▶ The problem
Scan the entries below for the word "Garners", then copy each line that holds it.

Start of Records for the task

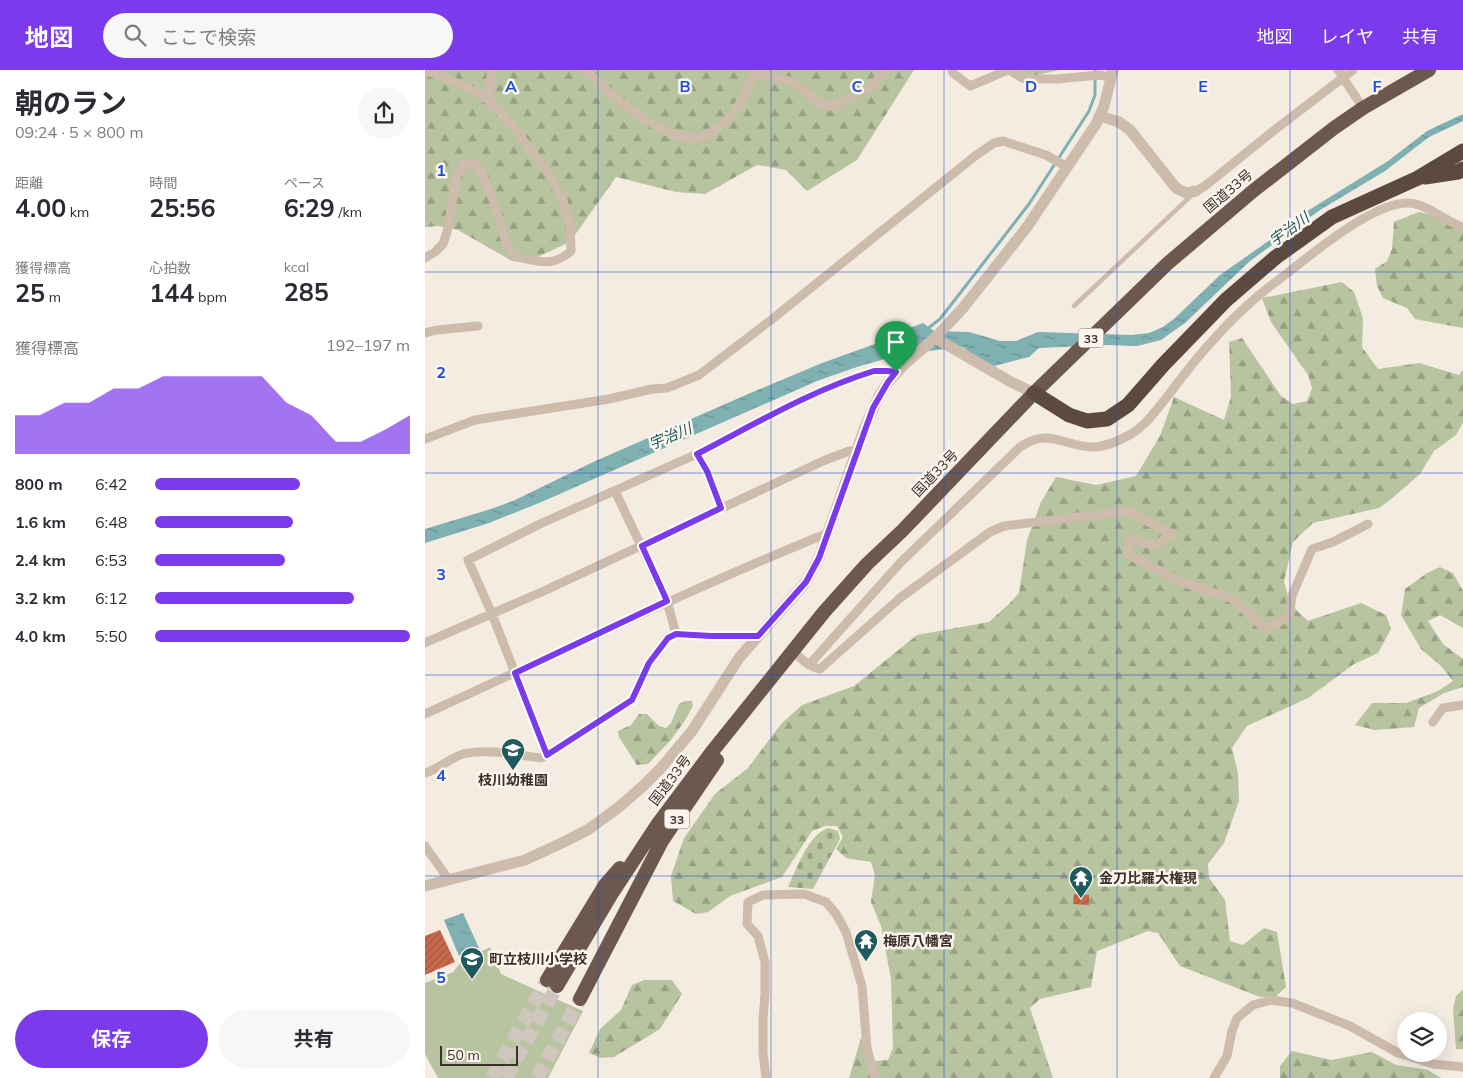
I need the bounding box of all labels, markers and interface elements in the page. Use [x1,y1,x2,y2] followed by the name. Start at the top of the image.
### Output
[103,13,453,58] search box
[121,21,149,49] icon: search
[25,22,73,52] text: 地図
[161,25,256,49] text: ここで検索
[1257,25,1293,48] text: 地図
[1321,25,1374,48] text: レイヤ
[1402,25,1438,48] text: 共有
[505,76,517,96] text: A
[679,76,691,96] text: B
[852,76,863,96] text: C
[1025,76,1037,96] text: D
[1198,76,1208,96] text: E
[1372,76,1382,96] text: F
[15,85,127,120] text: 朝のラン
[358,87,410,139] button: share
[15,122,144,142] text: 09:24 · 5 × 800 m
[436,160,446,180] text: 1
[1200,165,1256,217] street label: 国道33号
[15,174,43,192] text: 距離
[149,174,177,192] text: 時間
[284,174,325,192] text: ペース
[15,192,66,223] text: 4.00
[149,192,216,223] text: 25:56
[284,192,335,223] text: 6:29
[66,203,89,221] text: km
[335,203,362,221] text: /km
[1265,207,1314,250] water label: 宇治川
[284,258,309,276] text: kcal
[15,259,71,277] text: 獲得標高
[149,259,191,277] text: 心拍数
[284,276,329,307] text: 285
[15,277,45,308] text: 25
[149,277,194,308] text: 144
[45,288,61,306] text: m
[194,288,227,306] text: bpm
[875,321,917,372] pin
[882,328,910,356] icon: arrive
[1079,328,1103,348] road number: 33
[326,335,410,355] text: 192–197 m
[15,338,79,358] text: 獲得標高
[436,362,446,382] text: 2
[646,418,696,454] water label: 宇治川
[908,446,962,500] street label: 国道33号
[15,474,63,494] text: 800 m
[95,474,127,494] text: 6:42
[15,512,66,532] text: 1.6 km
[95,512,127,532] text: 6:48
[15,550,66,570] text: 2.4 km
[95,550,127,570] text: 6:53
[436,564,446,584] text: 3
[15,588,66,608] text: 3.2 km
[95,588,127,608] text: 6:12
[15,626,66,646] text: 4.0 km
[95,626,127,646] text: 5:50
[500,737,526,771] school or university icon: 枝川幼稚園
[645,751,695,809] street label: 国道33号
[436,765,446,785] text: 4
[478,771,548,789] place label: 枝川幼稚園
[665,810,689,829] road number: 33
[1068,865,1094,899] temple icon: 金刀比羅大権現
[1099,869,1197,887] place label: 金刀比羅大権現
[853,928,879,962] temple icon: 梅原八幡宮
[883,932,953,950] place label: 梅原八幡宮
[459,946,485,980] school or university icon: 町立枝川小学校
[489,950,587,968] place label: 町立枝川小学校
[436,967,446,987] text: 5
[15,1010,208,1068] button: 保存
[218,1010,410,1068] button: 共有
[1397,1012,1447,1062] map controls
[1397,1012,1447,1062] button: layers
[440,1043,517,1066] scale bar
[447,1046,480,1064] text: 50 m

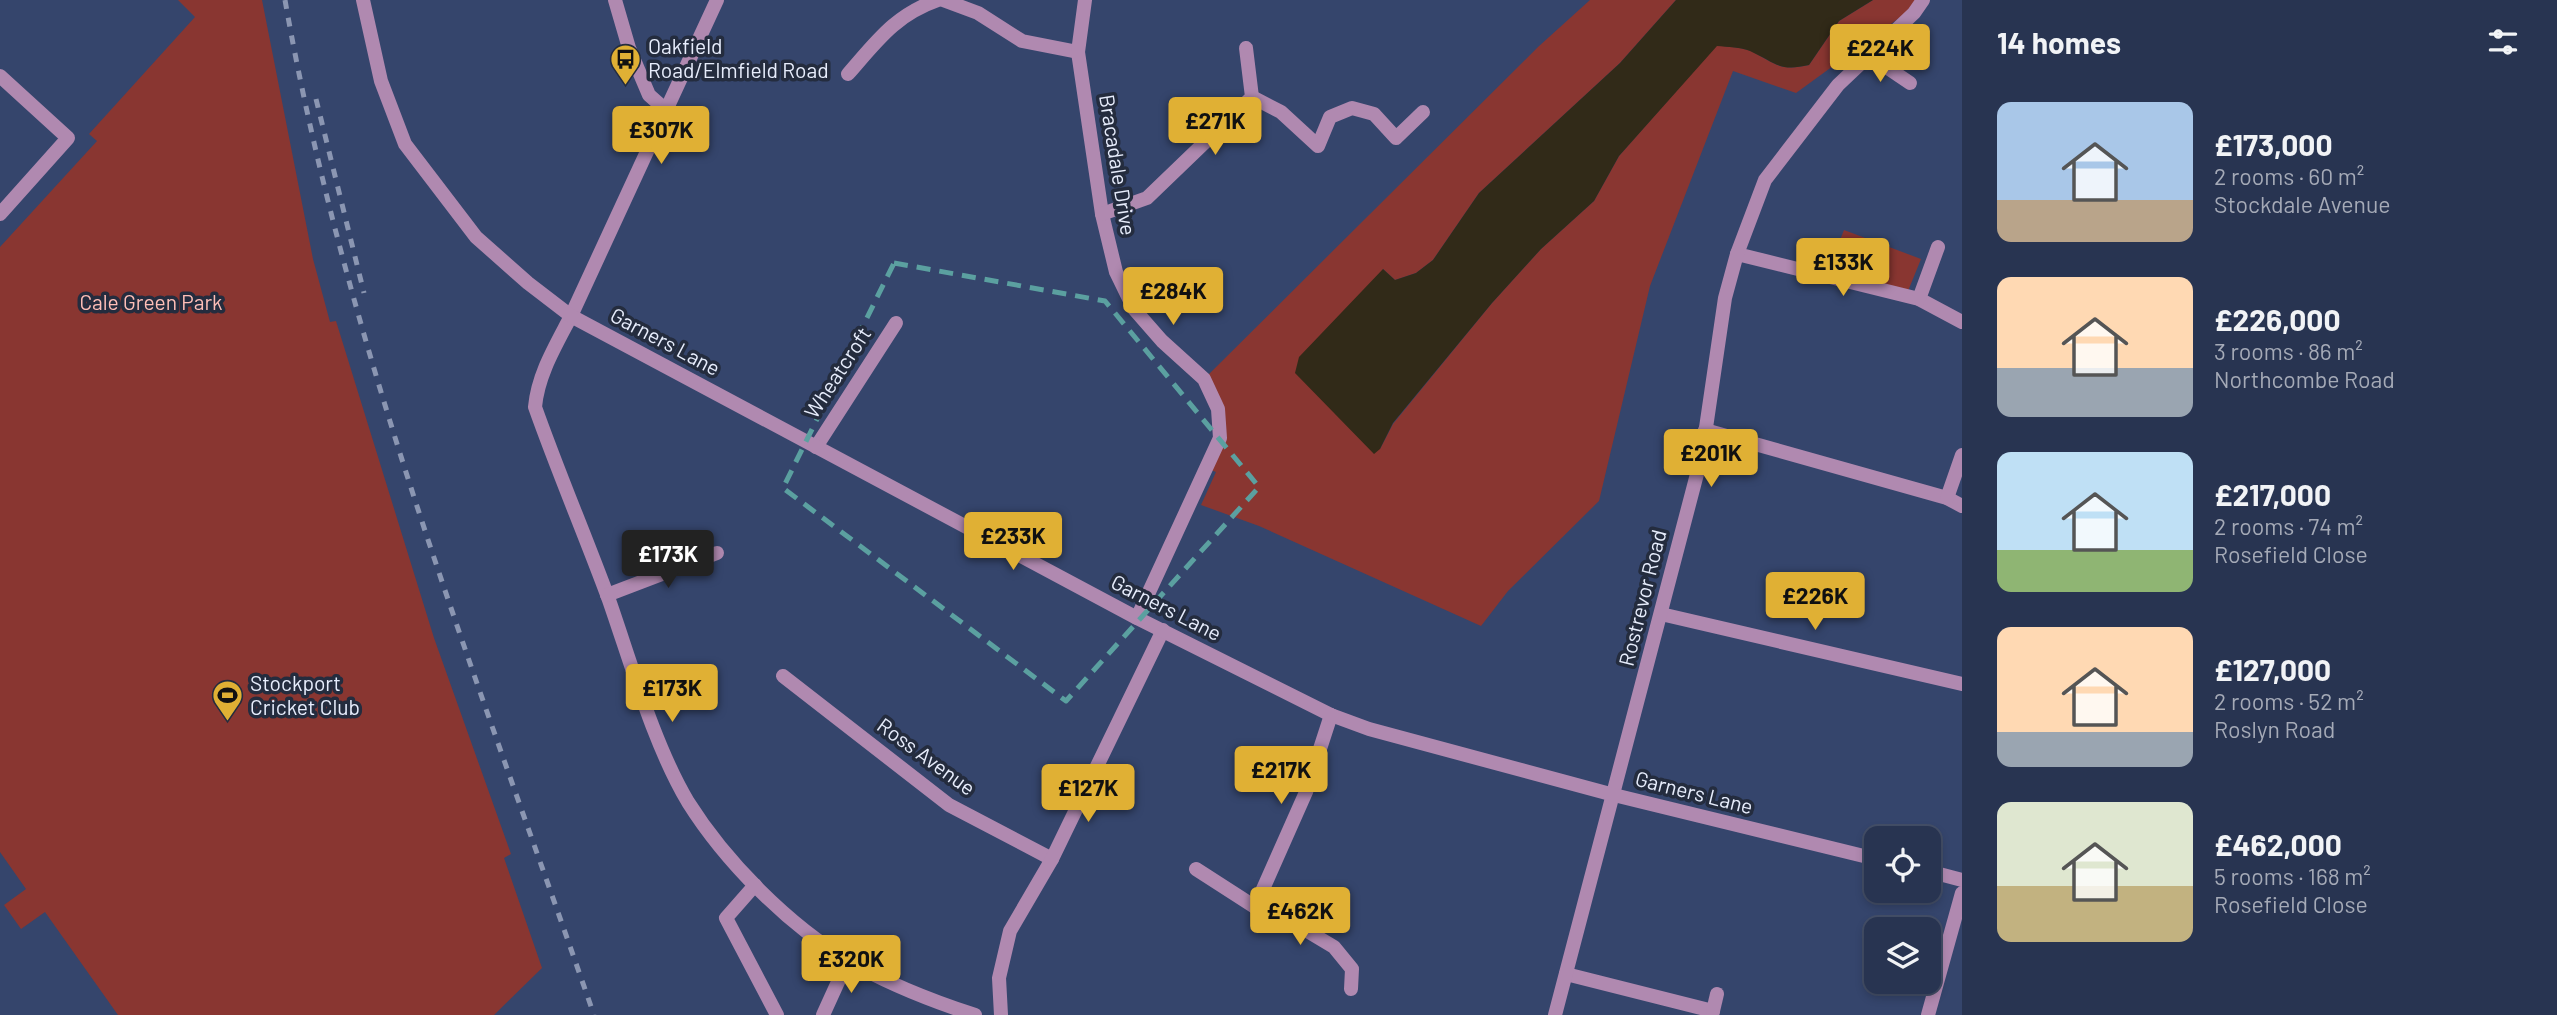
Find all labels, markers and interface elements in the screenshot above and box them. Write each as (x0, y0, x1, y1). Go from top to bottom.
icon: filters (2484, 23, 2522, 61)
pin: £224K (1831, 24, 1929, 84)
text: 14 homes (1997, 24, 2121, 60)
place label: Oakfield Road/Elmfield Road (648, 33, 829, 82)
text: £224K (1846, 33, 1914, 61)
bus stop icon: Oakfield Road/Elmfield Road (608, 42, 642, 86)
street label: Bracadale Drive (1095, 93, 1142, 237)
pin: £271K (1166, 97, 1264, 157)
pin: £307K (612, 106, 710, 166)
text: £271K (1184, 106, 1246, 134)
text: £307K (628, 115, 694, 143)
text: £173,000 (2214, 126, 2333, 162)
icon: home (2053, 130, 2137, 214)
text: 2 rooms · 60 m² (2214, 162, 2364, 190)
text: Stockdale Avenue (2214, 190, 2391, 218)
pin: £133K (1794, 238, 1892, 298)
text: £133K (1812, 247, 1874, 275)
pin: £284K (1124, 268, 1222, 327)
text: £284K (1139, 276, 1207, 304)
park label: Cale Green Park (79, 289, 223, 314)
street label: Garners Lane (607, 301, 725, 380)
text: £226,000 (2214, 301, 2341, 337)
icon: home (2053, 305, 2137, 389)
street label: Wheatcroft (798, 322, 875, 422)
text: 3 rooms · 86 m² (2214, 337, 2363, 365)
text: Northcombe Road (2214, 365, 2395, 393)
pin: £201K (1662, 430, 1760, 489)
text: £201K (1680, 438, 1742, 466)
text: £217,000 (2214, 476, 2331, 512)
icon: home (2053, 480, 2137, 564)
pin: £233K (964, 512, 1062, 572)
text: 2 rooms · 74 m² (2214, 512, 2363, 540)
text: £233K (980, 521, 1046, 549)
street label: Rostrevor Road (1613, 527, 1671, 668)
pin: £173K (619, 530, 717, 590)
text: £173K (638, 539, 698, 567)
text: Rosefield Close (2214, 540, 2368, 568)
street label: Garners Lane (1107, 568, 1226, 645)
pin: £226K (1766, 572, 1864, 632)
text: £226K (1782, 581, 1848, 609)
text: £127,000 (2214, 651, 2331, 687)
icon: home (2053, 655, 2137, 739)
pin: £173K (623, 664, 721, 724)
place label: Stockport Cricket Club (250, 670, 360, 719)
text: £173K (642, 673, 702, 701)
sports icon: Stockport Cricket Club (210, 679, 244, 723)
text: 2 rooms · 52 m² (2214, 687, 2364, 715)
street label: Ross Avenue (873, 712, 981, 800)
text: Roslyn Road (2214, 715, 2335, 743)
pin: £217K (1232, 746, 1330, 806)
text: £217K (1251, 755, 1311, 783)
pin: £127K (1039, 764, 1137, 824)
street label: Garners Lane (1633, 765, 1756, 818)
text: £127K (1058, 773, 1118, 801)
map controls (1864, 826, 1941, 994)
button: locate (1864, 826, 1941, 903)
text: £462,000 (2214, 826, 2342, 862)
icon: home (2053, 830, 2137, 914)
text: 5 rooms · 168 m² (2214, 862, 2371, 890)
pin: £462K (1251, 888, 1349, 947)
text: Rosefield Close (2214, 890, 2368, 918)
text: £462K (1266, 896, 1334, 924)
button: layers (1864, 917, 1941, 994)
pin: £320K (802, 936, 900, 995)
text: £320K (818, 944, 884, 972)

End of Records for the task

▶ Result
street label: Garners Lane (607, 301, 725, 380)
street label: Garners Lane (1107, 568, 1226, 645)
street label: Garners Lane (1633, 765, 1756, 818)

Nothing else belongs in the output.